1. Write programs for people, not computers.
2. Automate repetitive tasks.
3. Use the computer to record history.
4. Make incremental changes.
5. Use version control.
6. Don’t repeat yourself (or others).
7. Plan for mistakes.
8. Optimize software only after it works correctly.
9. Document design and purpose, not mechanics.
10. Conduct code reviews.
Yeah for scientific computing specifically i was more expecting to see concerns like ensuring intermediate working state is persisted to a durable medium and facilitating restarting from a working state "dump" instead of from the top each time.
Around the end of summer there was a post on just this topic. I can't find it now but it had really solid practices in this area. If anyone remembers it / finds it I'd love to be able to read it again.
You may be talking about a post by S. M. Ali Eslami called Patterns for Research in Machine Learning[1]. There was some discussion here as well[2].

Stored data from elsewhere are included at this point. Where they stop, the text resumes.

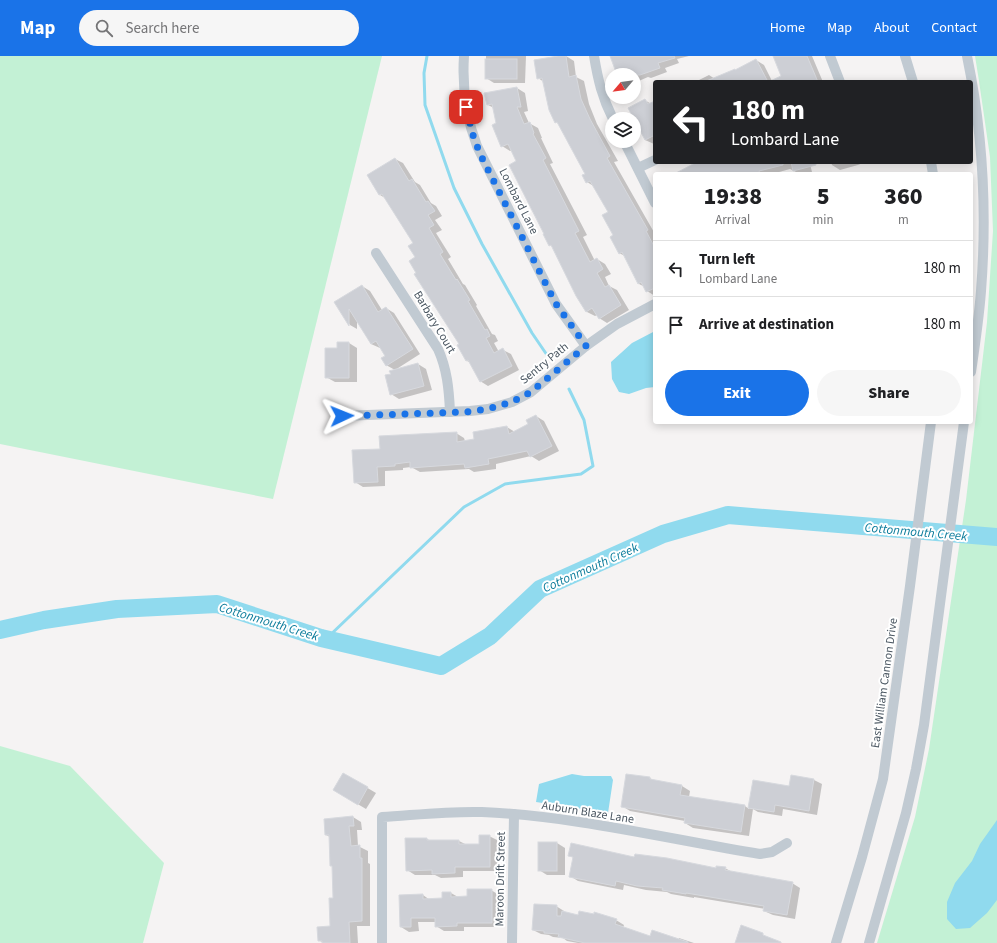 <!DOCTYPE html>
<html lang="en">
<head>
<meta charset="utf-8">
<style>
  body { margin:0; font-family:"Source Sans 3",sans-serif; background:#f6f6f6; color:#202124; height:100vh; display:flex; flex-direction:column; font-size:15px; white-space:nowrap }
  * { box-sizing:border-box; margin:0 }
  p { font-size:13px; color:#757577 }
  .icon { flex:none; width:22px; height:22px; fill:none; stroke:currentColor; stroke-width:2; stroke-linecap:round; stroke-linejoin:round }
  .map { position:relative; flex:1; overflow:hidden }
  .sheet { position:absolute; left:653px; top:116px; width:320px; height:252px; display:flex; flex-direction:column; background:#fff; border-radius:4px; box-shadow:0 2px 10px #0003 }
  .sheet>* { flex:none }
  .banner { position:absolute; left:653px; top:24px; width:320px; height:84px; border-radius:4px; box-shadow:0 2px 10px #0003; background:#202124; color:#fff; overflow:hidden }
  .needle { width:26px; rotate:241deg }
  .controls { position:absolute; left:605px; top:12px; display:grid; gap:8px }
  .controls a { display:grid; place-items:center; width:36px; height:36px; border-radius:50%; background:#fff; box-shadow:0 2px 10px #0003; font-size:20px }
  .pin { position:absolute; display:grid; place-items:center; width:34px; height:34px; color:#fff; margin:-17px; border-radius:8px; box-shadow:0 2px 6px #0006 }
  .me { position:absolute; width:44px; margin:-22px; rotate:88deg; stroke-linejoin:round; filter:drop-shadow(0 0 3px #0008) }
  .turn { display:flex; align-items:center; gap:14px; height:84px; padding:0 12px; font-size:18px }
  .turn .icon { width:52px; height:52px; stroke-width:2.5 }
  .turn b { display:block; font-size:28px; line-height:34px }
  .eta { display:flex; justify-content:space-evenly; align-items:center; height:68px; text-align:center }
  .eta b { font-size:24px; font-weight:800; line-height:28px }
  .button { display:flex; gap:8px; margin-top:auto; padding:8px 12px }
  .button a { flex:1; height:46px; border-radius:24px; background:#1a73e8; color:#fff; font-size:16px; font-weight:800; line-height:46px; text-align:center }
  .button a+a { background:#f6f6f6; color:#202124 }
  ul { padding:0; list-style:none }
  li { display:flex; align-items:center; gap:12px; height:56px; padding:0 12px; border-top:1px solid #e0e0e0 }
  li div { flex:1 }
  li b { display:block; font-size:15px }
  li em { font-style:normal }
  header { display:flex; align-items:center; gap:24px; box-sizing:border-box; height:56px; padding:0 20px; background:#1a73e8; color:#fff }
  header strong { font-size:19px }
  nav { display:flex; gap:22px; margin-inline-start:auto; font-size:14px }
  .search { width:280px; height:36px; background:#f6f6f6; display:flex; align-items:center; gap:10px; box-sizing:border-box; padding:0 14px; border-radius:22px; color:#757577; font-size:15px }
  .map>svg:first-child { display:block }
  .green { fill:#c3f1d5 }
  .water { fill:#90daee }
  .shadow { fill:#0003 }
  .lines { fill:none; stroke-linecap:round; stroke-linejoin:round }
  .stream { stroke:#90daee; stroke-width:3 }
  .river { stroke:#90daee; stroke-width:18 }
  .building { fill:#cdcfd5; stroke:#d7d9de }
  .minor { stroke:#c1cad2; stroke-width:10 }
  .route { stroke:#1a73e8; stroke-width:7; stroke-dasharray:0 12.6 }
  .labels { text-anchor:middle; stroke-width:4; stroke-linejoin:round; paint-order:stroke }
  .street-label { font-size:12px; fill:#4a5661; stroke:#fff }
  .water-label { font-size:13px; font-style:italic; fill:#0c7c9b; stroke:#fff }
</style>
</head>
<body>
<header>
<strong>Map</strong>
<div class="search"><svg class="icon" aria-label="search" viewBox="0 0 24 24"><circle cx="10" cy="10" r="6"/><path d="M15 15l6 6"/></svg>Search here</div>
<nav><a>Home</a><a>Map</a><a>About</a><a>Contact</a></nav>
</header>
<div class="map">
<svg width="997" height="887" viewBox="0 0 997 887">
  <rect width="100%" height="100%" fill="#f5f3f3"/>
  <!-- green -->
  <g class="green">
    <polygon points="0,0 382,0 273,443 0,388"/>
    <polygon points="975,0 997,0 997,887 877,887 915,761 929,693 966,444 987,266 993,175 990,101 979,25"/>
    <polygon points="0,690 70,710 164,807 143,887 0,887"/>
  </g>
  <!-- water -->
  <g class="water">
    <polygon points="655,275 655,331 646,332 629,338 619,336 612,323 611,306 632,287"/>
    <polygon points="572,718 584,720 611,720 613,724 608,757 536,746 539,728"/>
    <polygon points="997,764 997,844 987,857 970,872 956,873 947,863 947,846 955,827 972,805 980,788"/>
  </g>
  <!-- shadow -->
  <g class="shadow">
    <polygon points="486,0 526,0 525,27 494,27 486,22"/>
    <polygon points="566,0 574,5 576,21 584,25 589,48 597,68 618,105 614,106 655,178 654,179 655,182 655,240 647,235 645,231 639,228 625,200 619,197 609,156 595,131 587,126 584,120 586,118 559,68 556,66 544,26 538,22"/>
    <polygon points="611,0 689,0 677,3 679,7 665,12 667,16 651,22 648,21 634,27 634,19 618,19"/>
    <polygon points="774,0 812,0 823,26 695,26 709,19 715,23 736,14 756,4 764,9 772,25 782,21"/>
    <polygon points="517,32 525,37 528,55 524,56 529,67 538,72 542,82 541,82 553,107 550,108 587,179 583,181 595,205 597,203 605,208 611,218 605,221 609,230 617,234 629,254 607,267 599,262 597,259 595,260 587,256 577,239 553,191 550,189 518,105 512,94 510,95 502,90 494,52 488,49"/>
    <polygon points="645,44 651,48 655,46 655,88 654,88 645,84"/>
    <polygon points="395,103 403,107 415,126 420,129 431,147 436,150 442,160 435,164 442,174 436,177 451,201 448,203 463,228 465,229 477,249 476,250 492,278 495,279 498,285 494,287 499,296 503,294 511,298 519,314 488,330 480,325 471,307 467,305 460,288 418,217 414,187 385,142 380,139"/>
    <polygon points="702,106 821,106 810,108 812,116 805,118 800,118 790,113 772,118 697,118"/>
    <polygon points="831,106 865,106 858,109 840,114 832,109"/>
    <polygon points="362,230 370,235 382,254 386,252 394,257 420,298 395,314 386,309 386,300 381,292 380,292 371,288 357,264 357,273 350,269 336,246"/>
    <polygon points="349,287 357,292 357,326 335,326 326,321 338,293"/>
    <polygon points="418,308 426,313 432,334 399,343 391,338"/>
    <polygon points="536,360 544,365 559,395 539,405 531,400 496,408 496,413 474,416 469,413 420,416 411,411 403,412 403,414 385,415 385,430 363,431 355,426 381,394 456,377 464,382 465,385 475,384 474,377 507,371 515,376 530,368"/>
    <polygon points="344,718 376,737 366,753 334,734"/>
    <polygon points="792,720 814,724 822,728 817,759 783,753 782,760 758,756 753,753 749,780 693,772 685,767 685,765 630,755 622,750 650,722 654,725 682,730 690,735 689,741 745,750 749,753 754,725 790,731"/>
    <polygon points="353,761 361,766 362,774 357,774 358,790 368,795 368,807 370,808 370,870 357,870 358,887 323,887 319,884 331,871 334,843 333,811 330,781 326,779"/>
    <polygon points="489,780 497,784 498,815 463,815 463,821 441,822 435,819 415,819 407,814 427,783 431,785 459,785 467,789 480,789"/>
    <polygon points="557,787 565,792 565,819 547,819 539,814"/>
    <polygon points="570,800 635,802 716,813 725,812 732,816 792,827 800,832 795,863 773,859 764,855 765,853 694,841 694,842 671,838 667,836 646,834 624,829 623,834 578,825 570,820 574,802"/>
    <polygon points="491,834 499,839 500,871 464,871 464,875 444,875 436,870 436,866 418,866 419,875 409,876 401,871 423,839 430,844 443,843 451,837 458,841 468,841"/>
    <polygon points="556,850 564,855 564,856 578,860 616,864 624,869 623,872 651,881 679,884 679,882 694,887 578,887 567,885 563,882 553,881 549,879 541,878 533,874"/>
  </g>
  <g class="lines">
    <!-- stream -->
    <g class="stream">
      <polyline points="427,0 424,17 425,49 454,132 482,188 532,277 547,299"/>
      <polyline points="326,583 464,451 505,428 581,418 593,410 584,364 569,333"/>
    </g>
    <!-- river -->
    <polyline class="river" points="0,574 44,564 117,553 217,548 321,582 441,610 490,580 540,533 663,478 728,459 997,481"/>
  </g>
  <!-- building -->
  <g class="building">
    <polygon points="558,0 566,0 569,21 576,19 581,43 590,63 610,100 607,102 648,174 646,175 655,192 655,232 646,236 641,226 638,228 622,196 619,198 610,181 613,179 602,159 608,156 590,125 586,127 582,119 585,118 557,66 555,67 549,54 542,22 537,23 534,4"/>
    <polygon points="610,0 674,0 675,2 658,7 660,12 640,19 617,19"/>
    <polygon points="773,0 807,0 818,26 704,26 735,13 735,14 756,3 768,26 781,20"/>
    <rect x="485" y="3" width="32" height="20"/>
    <polygon points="517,31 521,51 517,51 524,68 530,66 534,77 533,78 546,102 543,104 579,175 575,177 590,206 597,202 603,213 597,217 605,231 609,229 621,249 599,263 592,252 586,256 576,240 551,189 549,190 543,178 544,178 509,109 516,105 508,88 501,91 492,69 496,67 492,48 487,49 484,37"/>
    <polygon points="645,43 648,48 655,45 655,79 645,84 628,52"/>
    <polygon points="395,102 409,125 412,123 426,146 428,145 435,155 428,159 434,169 429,172 443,196 440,198 456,224 457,223 470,244 468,245 485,274 487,273 490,280 486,282 494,297 503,292 512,310 480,326 468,304 466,305 457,289 459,288 414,218 416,217 409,205 415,201 408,190 413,187 382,138 379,139 367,119"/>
    <polygon points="697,106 783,106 783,109 759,115 760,118 674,118"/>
    <polygon points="791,106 816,106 816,109 793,115"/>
    <polygon points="362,229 378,256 386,251 413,293 386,310 381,302 385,300 376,285 371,288 349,253 349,270 334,246"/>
    <polygon points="337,286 349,286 349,322 325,322 325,292 337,292"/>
    <polygon points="418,307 424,330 390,339 385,319 391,318 389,315"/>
    <polygon points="536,359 552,390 530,401 527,395 488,403 489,408 465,412 464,408 410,412 410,406 395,408 395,410 377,411 378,426 354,427 352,394 380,393 379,380 457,376 457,386 474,383 473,376 507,370 509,378 528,368 526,364"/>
    <polygon points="343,717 368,731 358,749 333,734"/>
    <polygon points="626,718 650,721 650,723 682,729 680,739 745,749 741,776 684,767 685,762 621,751"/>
    <polygon points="791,719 814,723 809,755 775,749 774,756 748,752 753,724 789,730"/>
    <polygon points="353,760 354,770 349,770 351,790 360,789 360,802 362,802 362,865 349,866 350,887 322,887 322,885 318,885 317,871 330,870 329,842 333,842 332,810 330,810 329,779 325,779 324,763"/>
    <polygon points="479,779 490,779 490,811 455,811 455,817 432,818 432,814 406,815 405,782 427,782 427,784 459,784 459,788 479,788"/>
    <rect x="538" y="786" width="19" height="29"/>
    <polygon points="571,787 634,801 635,798 667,802 716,812 716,810 726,811 725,814 793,826 787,859 763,855 764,850 686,837 686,838 662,834 663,832 637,830 616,825 615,830 569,821 573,801 568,800"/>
    <polygon points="467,833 492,833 492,867 457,867 457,870 435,871 435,862 411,862 411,871 400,871 399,839 423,838 423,843 442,842 442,836 451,836 451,841 467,840"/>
    <polygon points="534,848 557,849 557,860 561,860 562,855 578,859 579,855 594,858 594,856 617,863 615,868 650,880 652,874 688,886 688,887 585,887 558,881 559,878 544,877 544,875 532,874"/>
    <polygon points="741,869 763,877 763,879 781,886 781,887 735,887"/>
  </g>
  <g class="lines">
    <!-- minor -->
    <g class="minor">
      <path d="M464,0C462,31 466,61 477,90L556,248L586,290"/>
      <path d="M594,0C598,24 602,41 613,63"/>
      <polyline points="830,0 840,26"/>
      <polyline points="905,0 913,26"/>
      <path d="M967,0C983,77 987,157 981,235C979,262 975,289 971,316"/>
      <polyline points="624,85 655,147"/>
      <polyline points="931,106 933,118"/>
      <polyline points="638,112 655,104"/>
      <path d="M376,197L438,293C447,313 449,333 450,356"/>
      <polyline points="342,360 470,355 488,353 512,346 531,336 586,290 617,268 655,248"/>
      <path d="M382,887V761C415,759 448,755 482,756C575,760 668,783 760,798L772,796L787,787"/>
      <polyline points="512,887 514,758"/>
      <polyline points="836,887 862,801 883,723 910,530 931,366"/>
      <polyline points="869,887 906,757 916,713 924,669 964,366"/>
    </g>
  </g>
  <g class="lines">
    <!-- route -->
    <polyline class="route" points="342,360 466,356 488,353 512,346 531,336 586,290 556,248 480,98 473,79 466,51"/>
  </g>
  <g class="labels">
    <!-- street labels -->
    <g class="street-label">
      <text transform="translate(519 145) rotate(63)" y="4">Lombard Lane</text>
      <text transform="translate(435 266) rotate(59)" y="4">Barbary Court</text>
      <text transform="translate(544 307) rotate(-39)" y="4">Sentry Path</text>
      <text transform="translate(884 627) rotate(-82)" y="4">East William Cannon Drive</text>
      <text transform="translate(588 756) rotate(9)" y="4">Auburn Blaze Lane</text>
      <text transform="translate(500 823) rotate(-89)" y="4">Maroon Drift Street</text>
    </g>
    <!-- water labels -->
    <g class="water-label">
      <text transform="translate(916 475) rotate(5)" y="5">Cottonmouth Creek</text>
      <text transform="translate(590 511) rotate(-24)" y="5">Cottonmouth Creek</text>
      <text transform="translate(269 565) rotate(17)" y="5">Cottonmouth Creek</text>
    </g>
  </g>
</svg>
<div class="controls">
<a><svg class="needle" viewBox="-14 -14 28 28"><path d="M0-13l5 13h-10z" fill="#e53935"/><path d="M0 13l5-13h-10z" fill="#757577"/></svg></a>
<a><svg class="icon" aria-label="layers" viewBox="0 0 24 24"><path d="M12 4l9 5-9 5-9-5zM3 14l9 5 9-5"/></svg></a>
</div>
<div class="pin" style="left:466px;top:51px;background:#d93025"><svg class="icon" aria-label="arrive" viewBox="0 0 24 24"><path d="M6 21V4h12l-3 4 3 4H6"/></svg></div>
<svg class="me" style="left:342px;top:360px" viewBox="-20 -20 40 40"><path d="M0-17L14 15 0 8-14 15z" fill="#1a73e8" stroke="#fff" stroke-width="4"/></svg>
<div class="banner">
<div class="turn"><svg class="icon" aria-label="left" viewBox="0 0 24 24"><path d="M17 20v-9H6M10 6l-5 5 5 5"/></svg><div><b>180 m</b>Lombard Lane</div></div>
</div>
<section class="sheet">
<div class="eta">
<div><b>19:38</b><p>Arrival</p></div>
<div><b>5</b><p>min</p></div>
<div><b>360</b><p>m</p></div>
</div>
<ul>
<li><svg class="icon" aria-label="left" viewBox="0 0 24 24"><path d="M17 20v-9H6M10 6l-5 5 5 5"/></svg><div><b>Turn left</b><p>Lombard Lane</p></div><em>180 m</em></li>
<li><svg class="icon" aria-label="arrive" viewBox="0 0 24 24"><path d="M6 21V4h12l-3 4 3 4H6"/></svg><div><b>Arrive at destination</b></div><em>180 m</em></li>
</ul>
<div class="button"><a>Exit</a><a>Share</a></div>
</section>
</div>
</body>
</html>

The patterns he pointed out were:
1. Use version control.
2. Separate code from data.
3. Separate input data, working data and output data.
4. Modify input data with care.
5. Save everything to disk frequently.
6. Separate options from parameters.
7. Do not use global variables.
8. Record the options used to generate each run of the algorithm.
9. Make it easy to sweep options.
10. Make it easy to execute only portions of the code.
11. Use checkpointing.
12. Write demos and tests.
Very good points (indeed, I totally agree on each and every of them!), but there's the risk that someone writing a software just for sake of the task will just argue «I'm not interested in doing this, but in the task».
This is exactly what happens for many users when you suggest them to install GNU/Linux and enjoy freedom. They say: «I don't want to learn another OS. I just use the computer to get things done». Then they'll keep using Excel.
In practice, scientific software is always work-in-progress in general, people who write it are in many cases novices and software remains unattended after the results have been published. Although scientists should learn to write good programs, we shouldn't expect them to write the best software; a lot of science is not engineering.
I shall never understand why a work like this (useful and to the point) needs a 'Conclusion' section. There are no conclusions, just a list of practices.
I know this is an absurd rant but can we stop this nonsense?
Conclusion: please stop concluding something which is not an argumentation.
Because scientists are aggressively selective in what they read (you have to be, given the volume of text produced) and skip large parts of the paper to see if they're interesting. A very common paper reading approach is:
1. Read abstract. Interesting? Go to 2, else stop reading.
2. Read introduction. Still interesting? Go to 3, else stop reading.
3. Read conclusion. Still interesting? Read the rest of the paper, else stop reading.
The conclusion is there to summarise everything and let people decide whether they want to bother reading the entire thing.